The two suppliers created the 50-50 joint venture in 2018 to combine Continental’s expertise in software and electronics with Osram’s automotive lighting portfolio. Sales were expected to be several hundred million euros initially.
Osram transferred its solid-state lighting module business to the venture, with Continental contributing its light control operations. About 1,500 employees were assigned to the new company, which is based in Munich. Among the technologies it hoped to commercialize was semiconductor-based lighting.
But with automotive production flat starting last year, worsened this year by the coronavirus crisis, the two companies said this month that “joint expectations of profitable growth for the joint venture can no longer be realized.” Continental said in a news release that it did not expect global production to return to 2017 levels by 2025.
Osram has since been the target of a takeover by the Austrian semiconductor and chip supplier AMS. Over the weekend, the German newspaper Welt am Sonntag reported that 1,700 jobs would be eliminated at Osram by the end of this year and an additional 1,200 next year.
There were signs last year that the joint venture was not meeting the partners’ expectations. Osram CFO Ingo Bank said in November 2019 in a conference call with analysts that the first full year of the consolidation “had an overall negative impact of approximately 32 million euros ($37.3 million) when compared to prior year.”

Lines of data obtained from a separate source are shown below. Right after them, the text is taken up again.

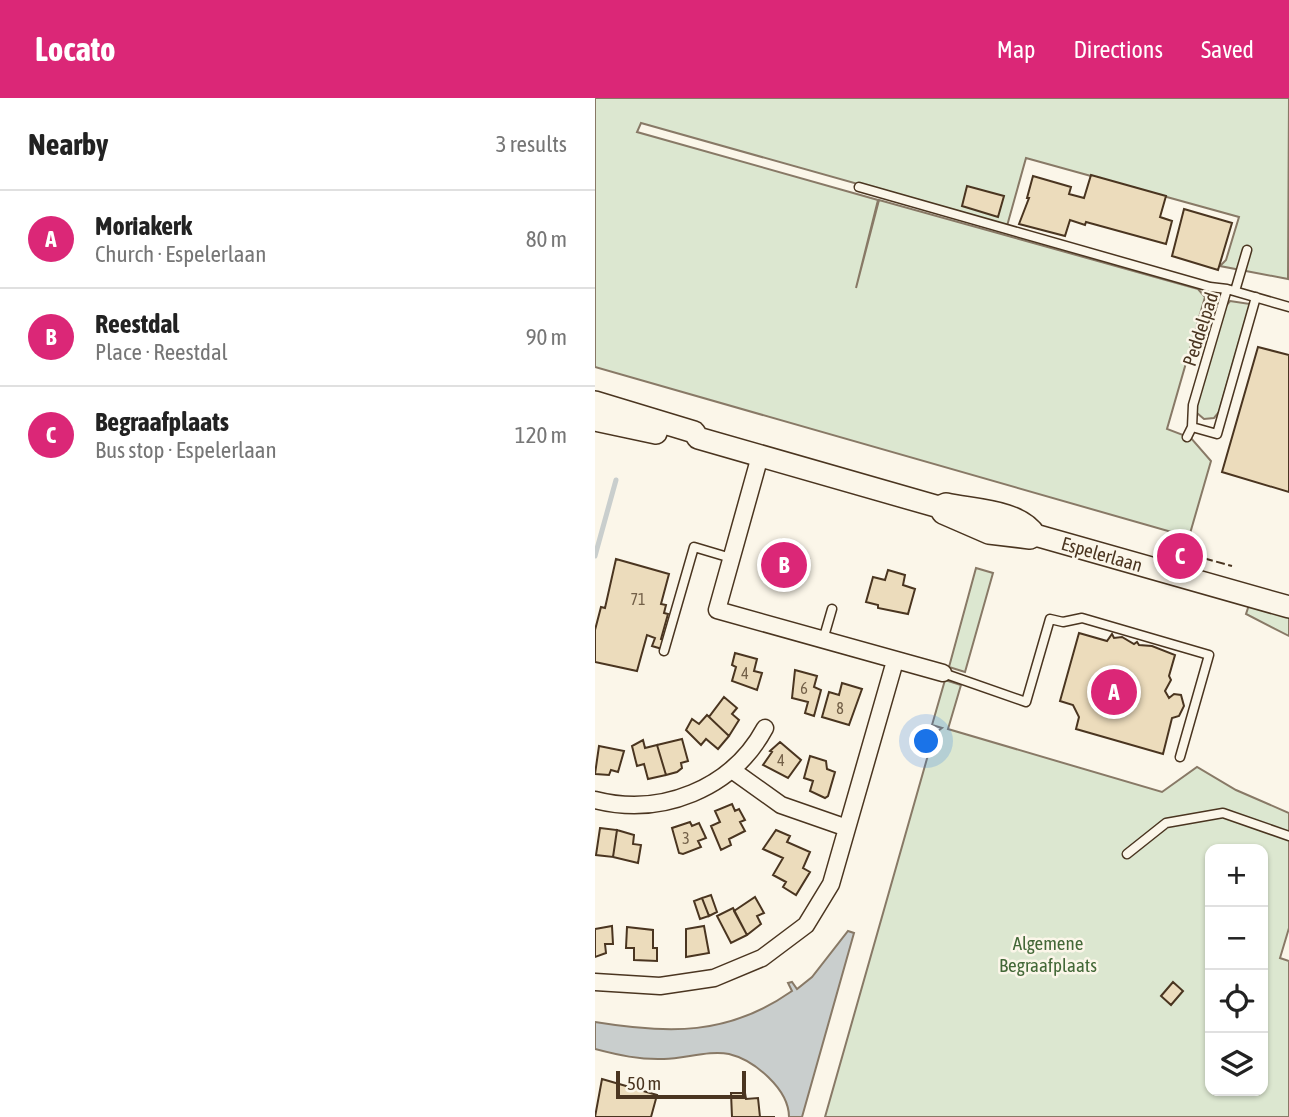 <!DOCTYPE html>
<meta charset="utf-8">
<style>
body{margin:0;font-family:"Asap Condensed",sans-serif;background:#f2f2f2;color:#222}
.controls{position:absolute;right:21px;bottom:21px;display:grid;overflow:hidden;border-radius:14px;box-shadow:0 2px 5px #0004}
.controls button{width:63px;height:63px;display:grid;place-items:center;padding:0;border:0;border-bottom:2px solid #e0e0e0;background:#fff;color:#222;font:35px sans-serif}
.scale{position:absolute;left:21px;bottom:18px;width:130px;box-sizing:border-box;padding-left:7px;border:4px solid #4a3520;border-top:0;font-size:19px;line-height:24px;white-space:nowrap;color:#4a3520;-webkit-text-stroke:5px #fbf6e9;paint-order:stroke}
.you{position:absolute;left:332px;top:644px;width:24px;height:24px;margin:-18px;border:5px solid #fff;border-radius:50%;background:#1a73e8;box-shadow:0 0 0 10px #1a73e833}
.badge{display:grid;place-items:center;width:46px;height:46px;border-radius:50%;background:#db2777;color:#fff;font-size:23px;font-weight:700}
.pin{position:absolute;translate:-50% -50%;border:4px solid #fff;box-shadow:0 2px 7px #0006}
.list{margin:0;padding:0;list-style:none}
h2{display:flex;justify-content:space-between;align-items:center;height:91px;margin:0;padding:0 28px;font-size:30px}
h2 small{font-size:23px;font-weight:400;color:#767676}
.list li{display:grid;grid-template-columns:46px 1fr auto;gap:21px;align-items:center;box-sizing:border-box;height:98px;padding:0 28px;border-top:2px solid #e0e0e0}
.list b{display:block;font-size:26px;white-space:nowrap}
.list p{margin:0;font-size:23px;white-space:nowrap;color:#767676}
.list em{font-size:23px;font-style:normal;color:#767676}
.icon{flex:none;width:38px;height:38px;fill:none;stroke:currentColor;stroke-width:2;stroke-linecap:round;stroke-linejoin:round}
.map{position:relative;flex:none;width:694px;height:1019px;overflow:hidden}
header{display:flex;align-items:center;gap:42px;box-sizing:border-box;height:98px;padding:0 35px;background:#db2777;color:#fff}
header strong{font-size:33px}
nav{display:flex;gap:38px;margin-inline-start:auto;font-size:24px}
main{display:flex}
aside{flex:1;background:#fff}
.map>svg:first-child{display:block}
.green{fill:#dce7d0;stroke:#887966;stroke-width:2;fill-rule:evenodd}
.water{fill:#c9cecd;stroke:#887966;stroke-width:2}
.lines{fill:none;stroke-linecap:round;stroke-linejoin:round}
.stream{stroke:#c9cecd;stroke-width:5}
.building{fill:#ecdcbc;stroke:#4a3520;stroke-width:2}
.service-casing{stroke:#4a3520;stroke-width:11}
.minor-casing{stroke:#4a3520;stroke-width:19}
.secondary-casing{stroke:#4a3520;stroke-width:24}
.service{stroke:#fbf6e9;stroke-width:8}
.minor{stroke:#fbf6e9;stroke-width:16}
.secondary{stroke:#fbf6e9;stroke-width:21}
.fence{stroke:#4a3520;stroke-width:2;stroke-dasharray:9 3.5;stroke-linecap:butt}
.labels{text-anchor:middle;stroke-width:5;stroke-linejoin:round;paint-order:stroke}
.number-label{font-size:16px;fill:#725f47}
.street-label{font-size:19px;fill:#4a3520;stroke:#fbf6e9}
.park-label{font-size:19px;fill:#436837;stroke:#fbf6e9}
</style>
<header>
<strong>Locato</strong>
<nav><a>Map</a><a>Directions</a><a>Saved</a></nav>
</header>
<main>
<aside>
<h2>Nearby<small>3 results</small></h2>
<ul class="list">
<li><span class="badge">A</span><div><b>Moriakerk</b><p>Church · Espelerlaan</p></div><em>80 m</em></li>
<li><span class="badge">B</span><div><b>Reestdal</b><p>Place · Reestdal</p></div><em>90 m</em></li>
<li><span class="badge">C</span><div><b>Begraafplaats</b><p>Bus stop · Espelerlaan</p></div><em>120 m</em></li>
</ul>
</aside>
<div class="map">
<svg width="694" height="1019" viewBox="0 0 694 1019">
<rect width="100%" height="100%" fill="#fbf6e9"/>
<!-- green -->
<path class="green" d="M0 0H694L693 181 625 168 631 162 644 119 431 60 412 128 46 25 42 34 283 102 261 190 284 102 603 191 610 199 572 331 596 340 616 363 594 439 0 269Z
M635 203 655 206 624 314 619 320 609 321 602 315V307L630 209Z
M381 470 398 475 370 574 354 569Z
M654 507 694 519V538L651 516Z
M350 582 366 587 353 631 567 694 602 669 641 692 694 715V830L685 860 694 863V1019H230L339 636 347 630 337 627ZM615 751H668V993H615Z"/>
<!-- water -->
<path class="water" d="M253 833 259 835 207 1019H194C194 991 159 962 134 956 114 952 89 961 69 961 45 962 23 957 0 951V924C73 936 133 938 197 893L193 885 197 884 202 891 217 879Z"/>
<g class="lines">
<!-- stream -->
<path class="stream" d="M0 458 21 382"/>
</g>
<!-- building -->
<path class="building" d="M496 77 571 98 565 119 577 123 571 146 491 124 490 127 475 122 470 138 424 126 434 100H432L438 78 476 89 474 96 489 100Z
M372 88 409 98 403 119 367 108Z
M589 111 637 125 623 172 577 158Z
M663 249 694 257V394L627 374Z
M187 442 204 447 201 457 214 461 207 485 194 482V484L165 473 172 449 184 452Z
M21 461 74 476 66 506 71 507 69 515 73 516 66 541 70 542 67 551 57 548 60 540 52 537 42 573 0 564V532L6 509 10 510Z
M293 472 310 477 308 487 320 491 313 516 283 510V507L271 504 278 479 290 482Z
M484 535 512 543 517 536 519 540 527 539 539 546 542 544 544 547 557 548 580 557 574 578 576 582 570 593 574 600 579 596 586 597 589 608 584 618 577 620 568 656 481 631 484 619 478 607 465 603Z
M140 555 162 561 159 573 167 575 162 592 137 583 141 569 137 567Z
M200 572 222 578 219 589 226 592 219 618 210 615 213 604 197 600Z
M247 585 267 591 254 627 227 619 234 594 244 597Z
M129 599 142 610 137 616 144 622 134 638 114 619Z
M112 617 134 638 123 651 111 641 106 647 91 632 97 621 104 626Z
M87 641 93 663 86 665 87 670 82 674 71 677 62 647Z
M48 642 50 650 62 647 71 677 53 681 49 666 42 668 37 648Z
M185 644 206 662 193 680 168 667 177 654 175 653Z
M4 648 29 653 23 674 16 672 14 677 0 676Z
M215 658 231 663 232 671 240 674 233 698 230 700 215 693 218 683 209 680Z
M137 706 140 713 144 711 150 722 145 724 150 733 134 741 136 747 126 752 116 728 125 724 120 713Z
M95 724 97 728 104 725 111 740 103 743 106 749 88 756 84 755 77 730Z
M5 730 22 732 18 759 1 757Z
M22 732 39 737 38 746 46 747 43 765 18 759Z
M181 732 195 738 192 744 215 754 208 770 215 774 201 797 188 789 191 784 178 777 188 760 168 751Z
M116 797 122 814 114 818 107 800Z
M160 799 169 815 162 818 166 826 152 837 139 813Z
M107 800 114 818 105 821 99 803Z
M138 810 152 837 136 845 122 818Z
M17 828 18 846H10L11 855 0 859V831Z
M109 828 114 855 91 859V831Z
M32 829 58 832V850H62V863L39 862V850H31Z
M578 884 588 893 576 907 566 898Z
M7 981 62 997 56 1019H0Z
M136 995H150L151 1001 163 1000 165 1019H180H137Z"/>
<g class="lines">
<defs>
<path id="service" d="M264 89 615 189 632 191
M640 193 652 152
M597 329 622 336 661 199
M592 339 597 329 598 307 632 191 694 209
M228 542 237 511
M69 553 99 449 136 460
M348 575 431 604 455 521 468 524 487 520 614 557 585 659
M532 756 571 725 628 715 694 738"/>
<path id="minor" d="M165 358 122 512 348 575
M137 672 186 707 252 730
M0 702C66 719 137 691 170 630
M0 884 65 888 119 880 167 860 211 827 236 786 300 563"/>
<path id="secondary" d="M0 304 99 334 103 340 344 409 351 406C376 412 425 412 440 437L694 509
M0 322 61 335
M344 409 348 415 394 435 435 440 440 437"/>
</defs>
<!-- service casing -->
<use href="#service" class="service-casing"/>
<!-- minor casing -->
<use href="#minor" class="minor-casing"/>
<!-- secondary casing -->
<use href="#secondary" class="secondary-casing"/>
<!-- service -->
<use href="#service" class="service"/>
<!-- minor -->
<use href="#minor" class="minor"/>
<!-- secondary -->
<use href="#secondary" class="secondary"/>
<!-- fence -->
<path class="fence" d="M597 457 637 468"/>
</g>
<g class="labels">
<!-- number labels -->
<g class="number-label">
<text x="43" y="507">71</text>
<text x="150" y="581">4</text>
<text x="209" y="596">6</text>
<text x="245" y="616">8</text>
<text x="186" y="668">4</text>
<text x="91" y="746">3</text>
</g>
<!-- street labels -->
<g class="street-label">
<text transform="translate(605 231) rotate(-72)" y="7">Peddelpad</text>
<text transform="translate(507 456) rotate(16)" y="7">Espelerlaan</text>
</g>
<!-- park labels -->
<g class="park-label">
<text x="453" y="852">Algemene<tspan x="453" dy="22">Begraafplaats</tspan></text>
</g>
</g>
</svg>
<div class="controls">
<button>+</button>
<button>−</button>
<button><svg class="icon" aria-label="locate" viewBox="0 0 24 24"><circle cx="12" cy="12" r="6"/><path d="M12 2v4M12 18v4M2 12h4M18 12h4"/></svg></button>
<button><svg class="icon" aria-label="layers" viewBox="0 0 24 24"><path d="M12 4l9 5-9 5-9-5zM3 14l9 5 9-5"/></svg></button>
</div>
<div class="scale">50 m</div>
<div class="you"></div>
<div class="pin badge" style="left:519px;top:594px">A</div>
<div class="pin badge" style="left:189px;top:467px">B</div>
<div class="pin badge" style="left:585px;top:458px">C</div>
</div>
</main>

In response to a question about prospects for profits in 2020, Bank said that “both parties are not happy with the financial performance of the joint venture” and that he did not “expect a material improvement in the joint venture’s financial performance for next fiscal year.”
Bank was named CFO of AMS in March.
Continental and Osram said that the venture would be dissolved by the end of this year and that employees would be repatriated to their original companies. They said they would continue to cooperate on automotive lighting, and that all existing obligations and contracts would be honored.